S.S. Prima di tutto, colpisce nel film l’esatta riproposizione dello stereotipo del manager: il protagonista è un uomo civile, mi vien da dire che è perfino un cittadino modello. Serio, responsabile, efficiente, rigoroso. La perdita del lavoro implica la progressiva perdita di tutte queste qualità: con la depressione, gli piombano addosso la perdita di autostima, la diminuzione di status e di dignità sociale, perfino un certo declino del machismo di fondo che in precedenza ostentava se non altro nella gestione dei rapporti familiari. “Togliendomi il lavoro – dichiara a un certo punto il personaggio – mi hanno strappato la vita.” Il paradosso è che per riprendersi la vita, lui la toglie agli altri, nell’illusione che sia l’unica strada possibile per ritrovare l’identità perduta.

G.C. Io sono rimasto invece molto colpito dalla sostanziale coerenza comportamentale del personaggio. Cioè dal fatto che Bruno mantiene anche in famiglia e poi nella sua attività “criminale” lo stesso atteggiamento e lo stesso ruolo che aveva quando lavorava in azienda…

S.S. È vero.
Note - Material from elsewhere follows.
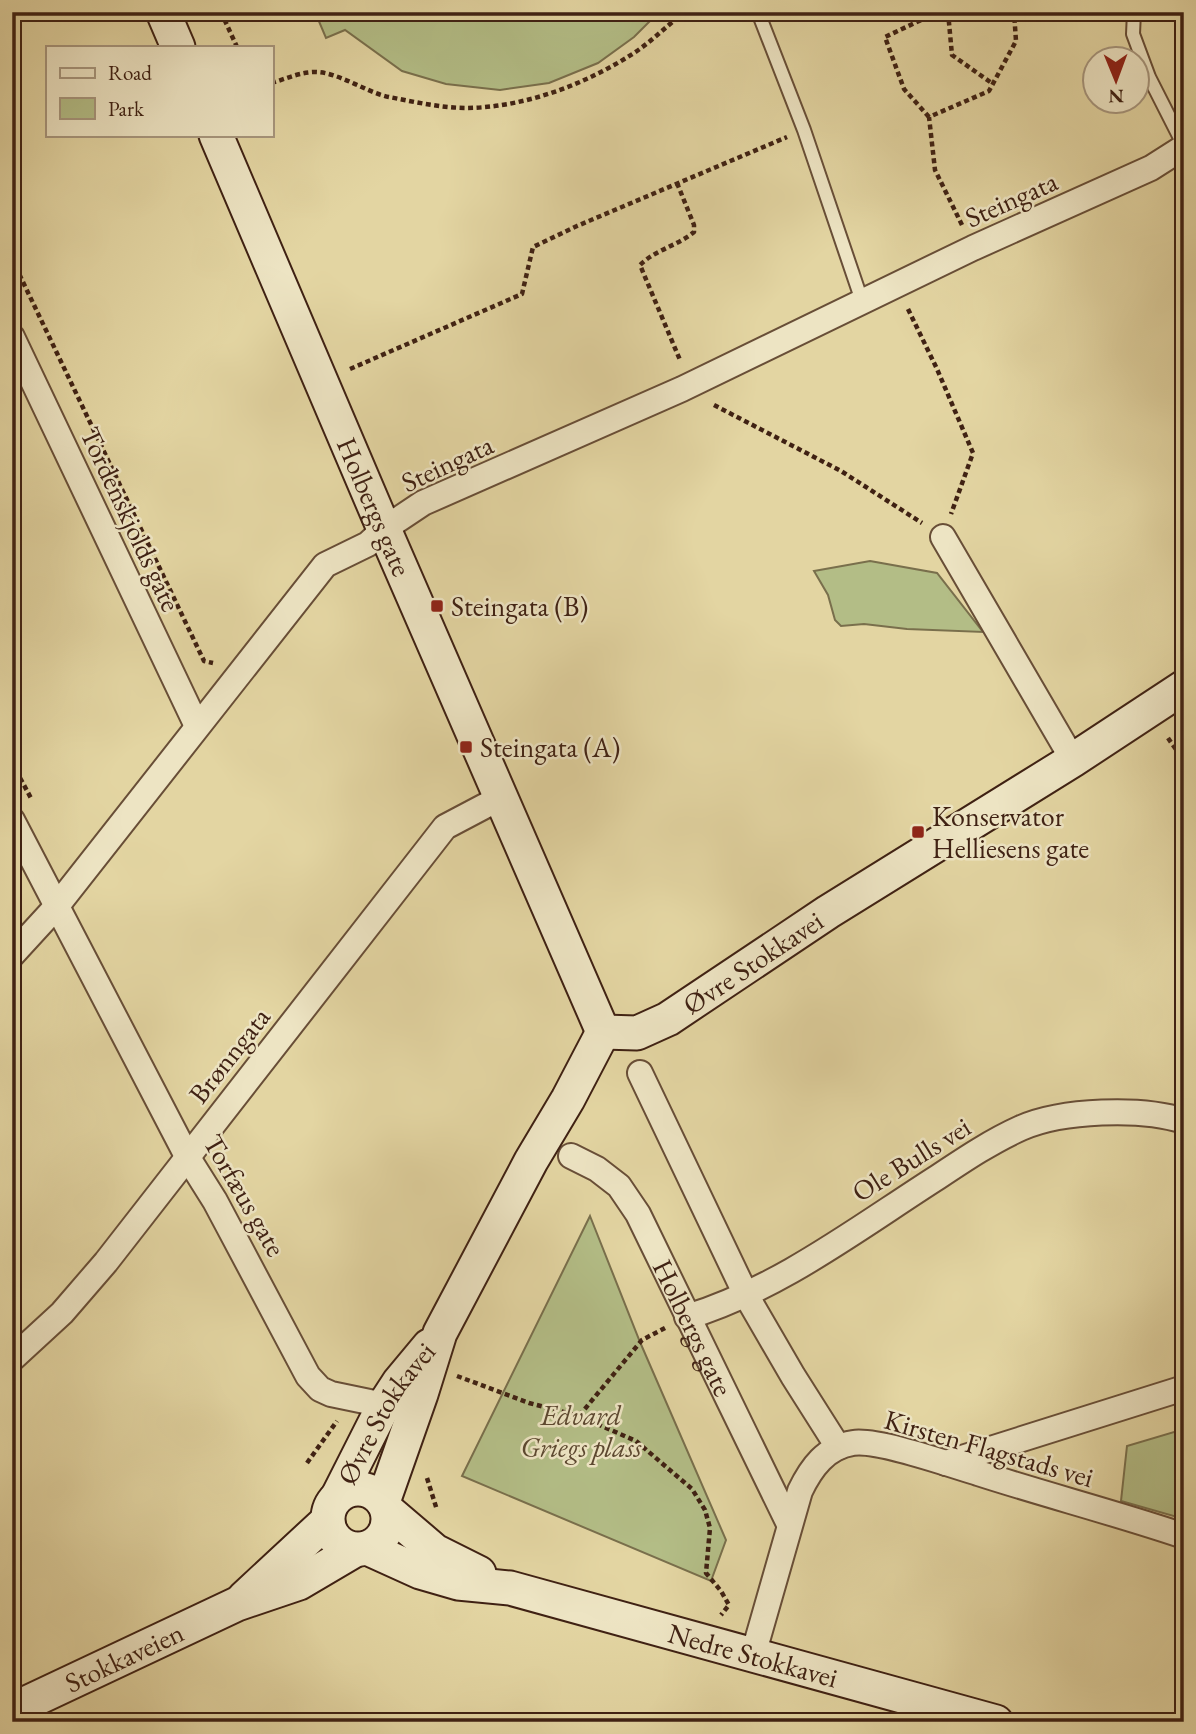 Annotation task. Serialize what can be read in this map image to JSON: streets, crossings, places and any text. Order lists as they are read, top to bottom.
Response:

Qualunque cosa faccia, agisce con metodo, senza incertezze, senza piacere, con determinazione. Con una sistematicità davvero manageriale. È asettico quando tratta sia i problemi dei figli (paradigmatico quando affronta il problema del figlio che ruba software nel supermarket e risolve le conseguenze giudiziarie facendo sparire con metodo il corpo del reato) sia i suoi problemi sentimentali con la moglie oppure quelli della sua appetibilità nel mercato del lavoro.

G.C. Direi anche con una certa rigidità, se non addirittura con assoluta mancanza di flessibilità. I suoi rivali – i cinque detentori di curriculum ottimale – sono nella sua stessa situazione, ma si sono “adattati”: uno vende giacche in un grande magazzino, un altro fa il barista e serve vino rosso e braciole di maiale in una brasserie. Entrambi hanno nostalgia del loro passato di manager, ma si arrangiano. Bruno non è disposto a farlo, vuole assolutamente tornare a fare quel che è convinto di saper fare a livello eccelso. Per questo elimina i suoi rivali con assoluta nonchalance. Come fare zapping alla tv, come partecipare a un quiz show sull’eliminazione preventiva della concorrenza.
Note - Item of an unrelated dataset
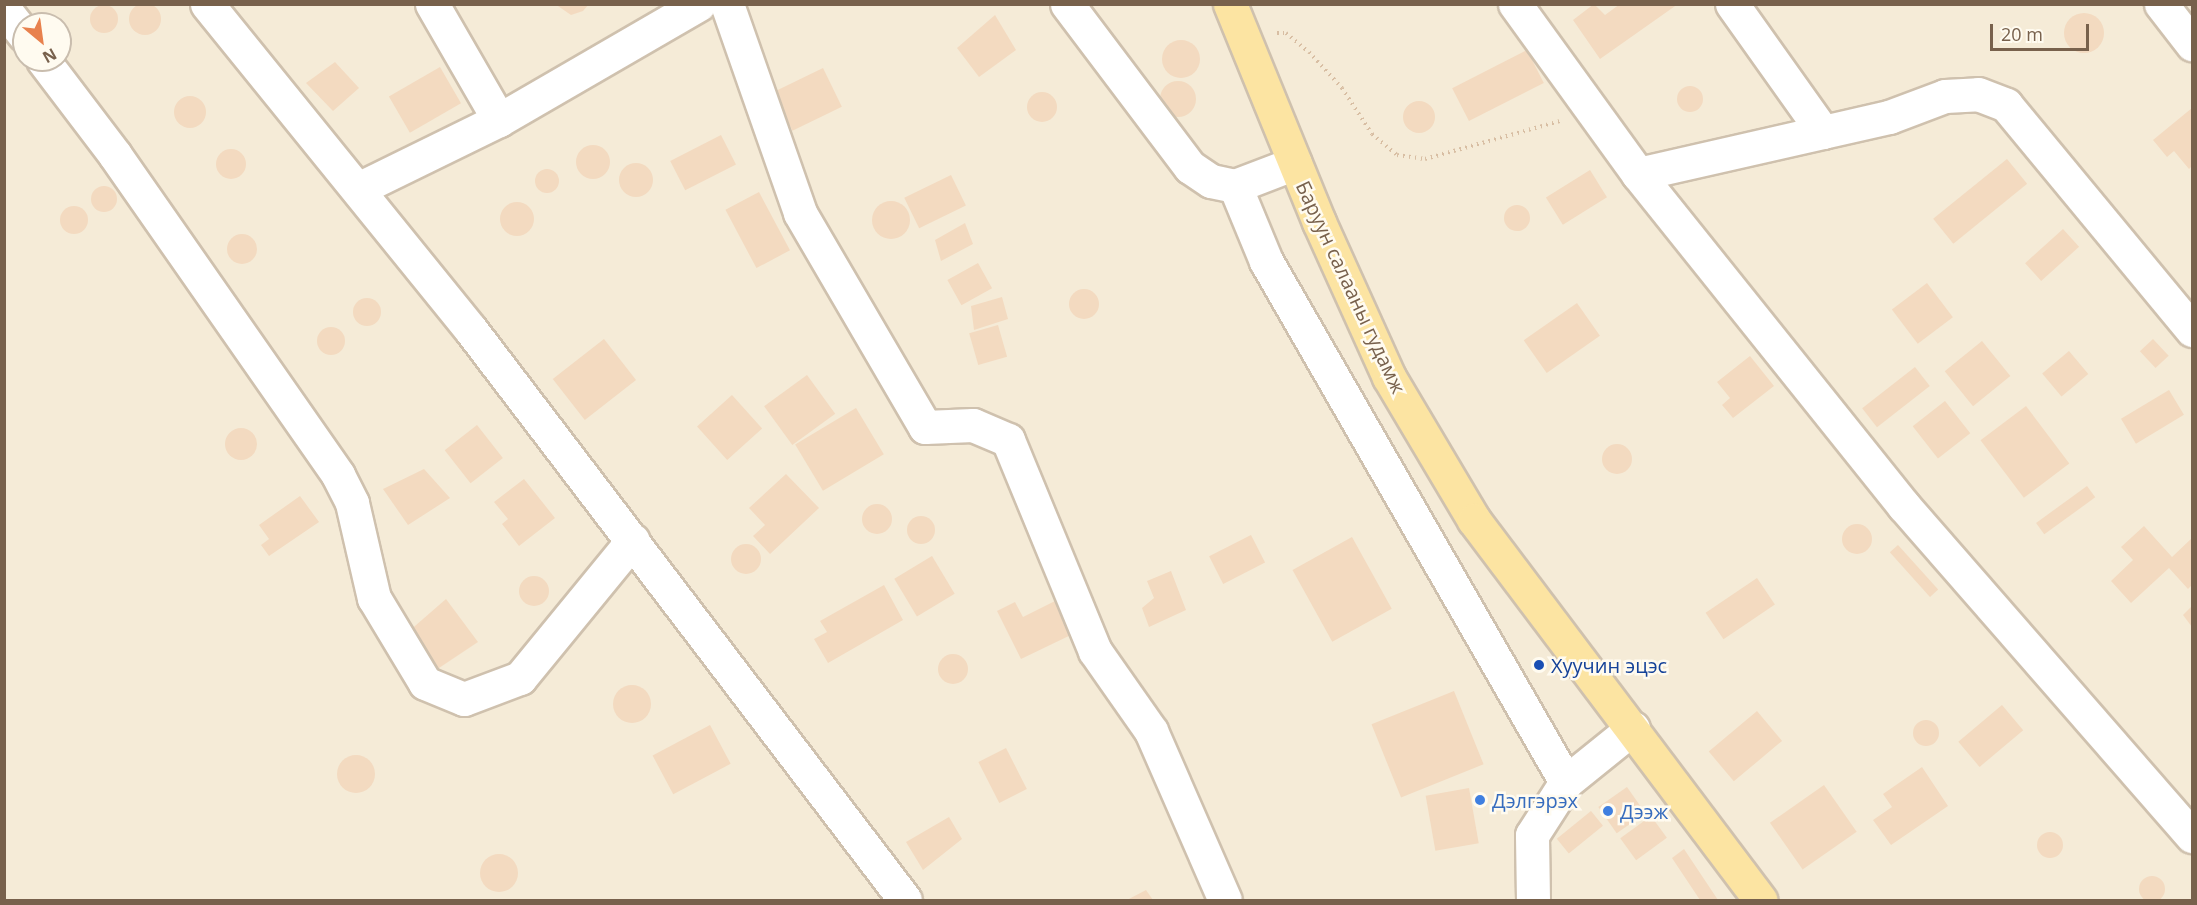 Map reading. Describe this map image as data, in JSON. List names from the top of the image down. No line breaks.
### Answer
{"streets":{"main road":["Баруун салааны гудамж"]},"places":["Хуучин эцэс","Дэлгэрэх","Дээж"],"scale_bar":"20 m","north":"bottom right"}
S.S. Ed è proprio su questo piano che il film pone gli interrogativi più urgenti alla nostra coscienza civile. Bruno è il prodotto estremo e paradossale di un sistema in cui la concorrenza è stata feticizzata in modo esasperato. Abbiamo passato anni a dire e a scrivere che la competizione economica doveva far proprie le regole della guerra, nei corsi o nei master di management si citavano a proposito e a sproposito manuali militari, si leggeva Von Clausewitz o i metodi del Kung fu, si paragonava la concorrenza economica a uno scontro bellico. Bruno, nel film di Costa-Gavras, applica questa lezione alla lettera e la porta oltre la trincea dell’azienda; non solo l’annientamento del nemico, ma il sangue e la morte. È brutale come lo sono le strategie di delocalizzazione e ristrutturazione che l’hanno colpito. In questa sua brutalità, certo, finisce per smarrire i confini del lecito. Ma quali sono i confini del lecito in una ristrutturazione? Non lo sapremo mai. Sappiamo che nel breve periodo produce risultati positivi, ma siamo sicuri che nel lungo termine non finisca per produrre catastrofi peggiori dei mali cui voleva porre rimedio?
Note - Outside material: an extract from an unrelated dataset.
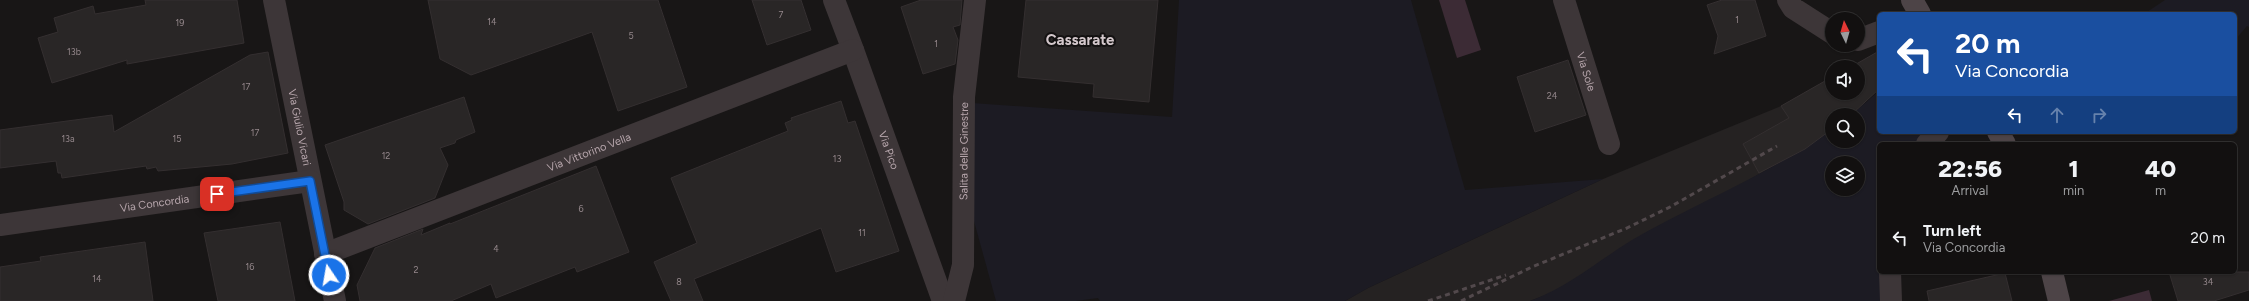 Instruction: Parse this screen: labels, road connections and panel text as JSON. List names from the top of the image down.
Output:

G.C. Stai dicendo una cosa molto forte…

S.S. C’è una frase nel film che mi ha fatto molto pensare. È quella in cui Bruno dice: “I nemici sono gli azionisti. Il 16% per cento di utili per loro, la disoccupazione per noi”. Ecco: forse sono maturi i tempi per cominciare a chiederci se a volte non basti il 15% di utili invece del 16%, a patto di salvare qualche vita e qualche famiglia… Oppure perché il 16% e non il 20% oppure il 10%. Da una parte ci sono le redditività, che sono chiare, ma non abbiamo definito bene le conseguenze sociali del fenomeno sul resto della società, lavoratori e loro depressioni inclusi.

G.C. C’è questo, nel film di Costa-Gavras, ma c’è anche una stigmatizzazione abbastanza palese del protagonista. Non è un eroe, al fondo non parteggiamo mai per lui. Certo: da disoccupato capisce il valore sociale del lavoro. Ma poi continua a essere freddo e gelido con tutti, a cominciare dai suoi familiari. È un individualista patologico. Pensa che nessuno lo possa aiutare. Non si fida di nessuno. Crede di essere l’unico capace di elaborare strategie. Non dimostra nessuna adattabilità né sociale né di ruolo. Forse, la critica più radicale del film va proprio verso questo bersaglio: verso una figura di manager che – pur risultando vincente in una società che ormai sembra convivere con il “delitto senza castigo” – perde poi su tutto il fronte proprio per la rigidità pseudorazionale di cui è espressione. Forse non è un caso che uno così, alla fine, non riesca a trovare lavoro. O che incappi prima o poi in qualcuno determinato ad agire nei suoi confronti in modo analogo a quello che lui ha adottato verso i suoi competitor e i suoi rivali.